Mystery MondayIn anticipation of Halloween, it seems fitting to discuss mysteries that have paranormal or ghostly elements to them.  These mysteries may have vampires, werewolves, witches or people with psychic powers.   As so aptly stated by MysteryAuthors.com, these are ”…mysteries solved by involving the things that go bump in the night, are solved by people with powers or at times by people who aren’t really people at all.”

Storm FrontMy husband’s favorite series is the Dresden Files by Jim Butcher.  This series follows Harry Dresden, a wizard and private investigator who works hard to protect the general public in modern day Chicago from the mythical creatures (ghouls, vampires, werewolves, zombies, fairies, etc.) and other dark forces out to destroy them.  There are currently fifteen books in this series.  I would strongly recommend reading this series in order beginning with the first book, Storm Front.

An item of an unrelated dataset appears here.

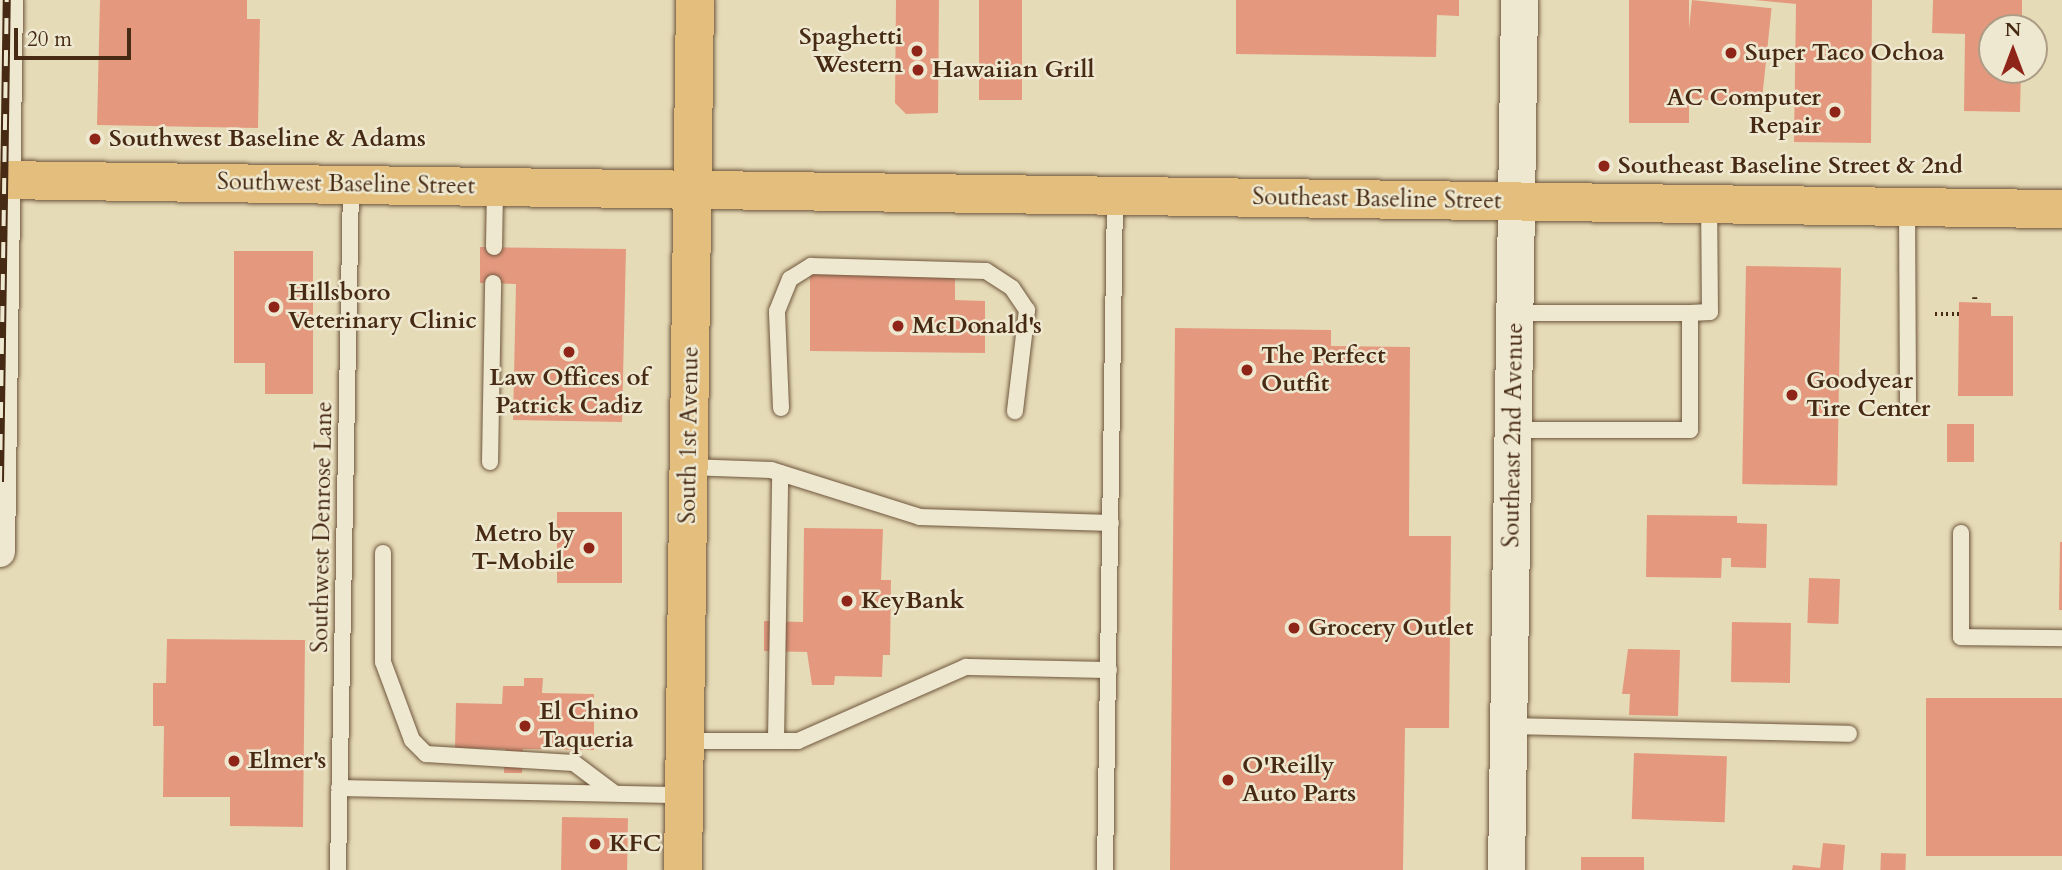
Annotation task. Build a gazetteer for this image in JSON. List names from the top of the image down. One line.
{"streets":{"main road":["Southwest Baseline Street","Southeast Baseline Street","South 1st Avenue"],"street":["Southeast 2nd Avenue"],"lane":["Southwest Denrose Lane"]},"crossings":[["Southwest Baseline Street","Southeast Baseline Street"],["Southwest Baseline Street","South 1st Avenue"],["Southwest Baseline Street","Southwest Denrose Lane"],["Southeast Baseline Street","South 1st Avenue"],["Southeast Baseline Street","Southeast 2nd Avenue"]],"places":["Spaghetti Western","Super Taco Ochoa","Hawaiian Grill","AC Computer Repair","Southwest Baseline & Adams","Southeast Baseline Street & 2nd","Hillsboro Veterinary Clinic","McDonald's","Law Offices of Patrick Cadiz","The Perfect Outfit","Goodyear Tire Center","Metro by T-Mobile","KeyBank","Grocery Outlet","El Chino Taqueria","Elmer's","O'Reilly Auto Parts","KFC"],"scale_bar":"20 m","north":"top"}
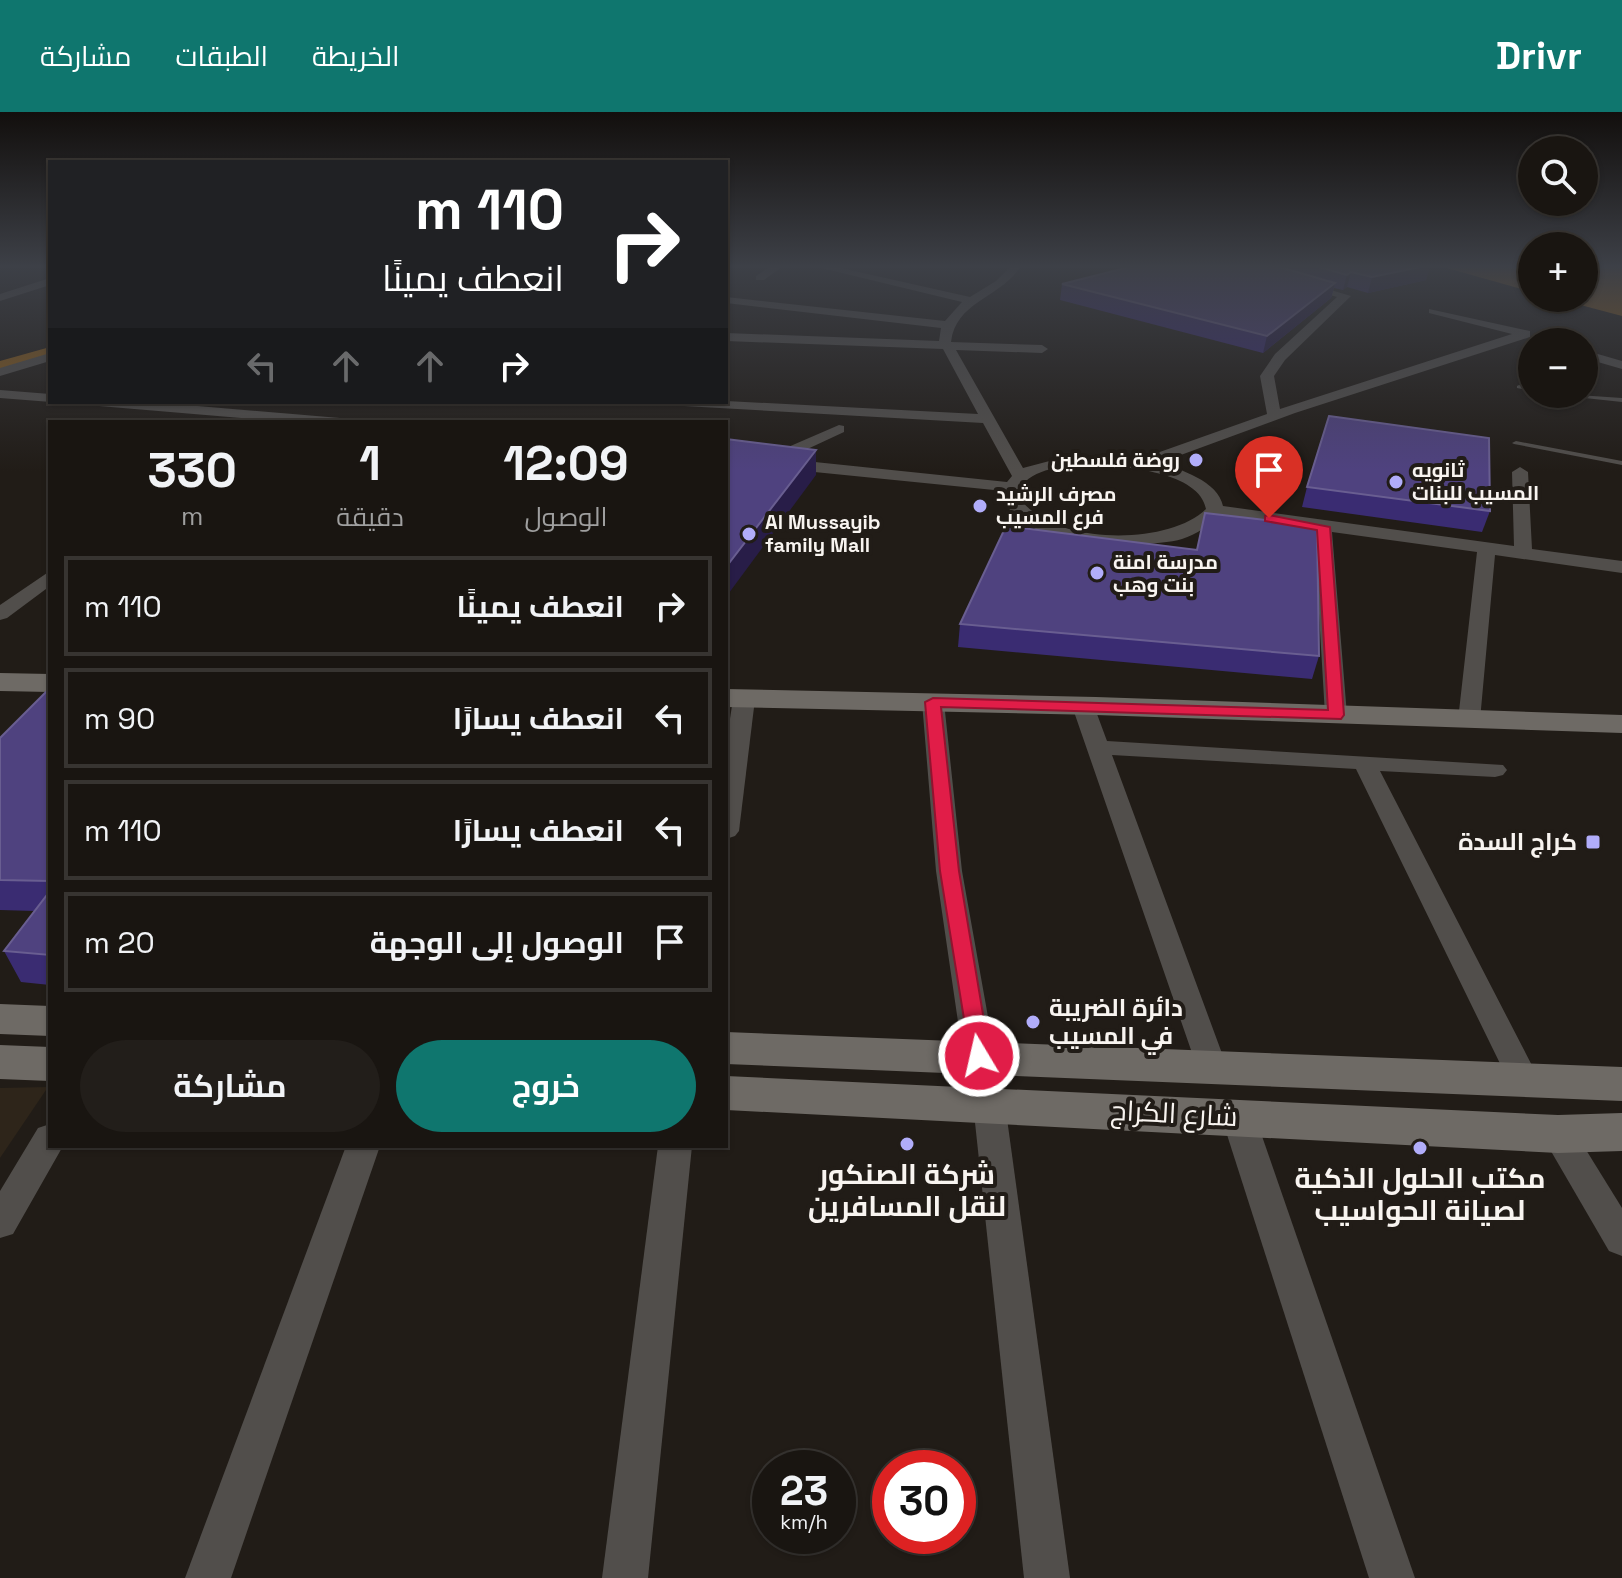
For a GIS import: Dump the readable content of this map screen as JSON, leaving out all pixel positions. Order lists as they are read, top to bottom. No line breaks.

On the lighter side, check out the Ghost Hunter Mysteries by Victoria Laurie.  In this series, M. J. Holliday runs a ghost busting business with her best friend, Gilley Gillespie.  There are currently eight books in this series: What’s a Ghoul to Do? (#1), Demons are a Ghouls Best Friend (#2), Ghouls Just Haunt to Have Fun (#3), Ghouls Gone Wild (#4), Ghouls, Ghouls, Ghouls (#5) and Ghoul Interrupted (#6), What a Ghoul Wants (#7)  and The Ghoul Next Door (#8). No Ghouls Allowed (#9) will be coming out in January of 2015.  An interesting tidbit:  Victoria Laurie is a real life professional psychic and also writes another mystery series: Psychic Eye Mysteries.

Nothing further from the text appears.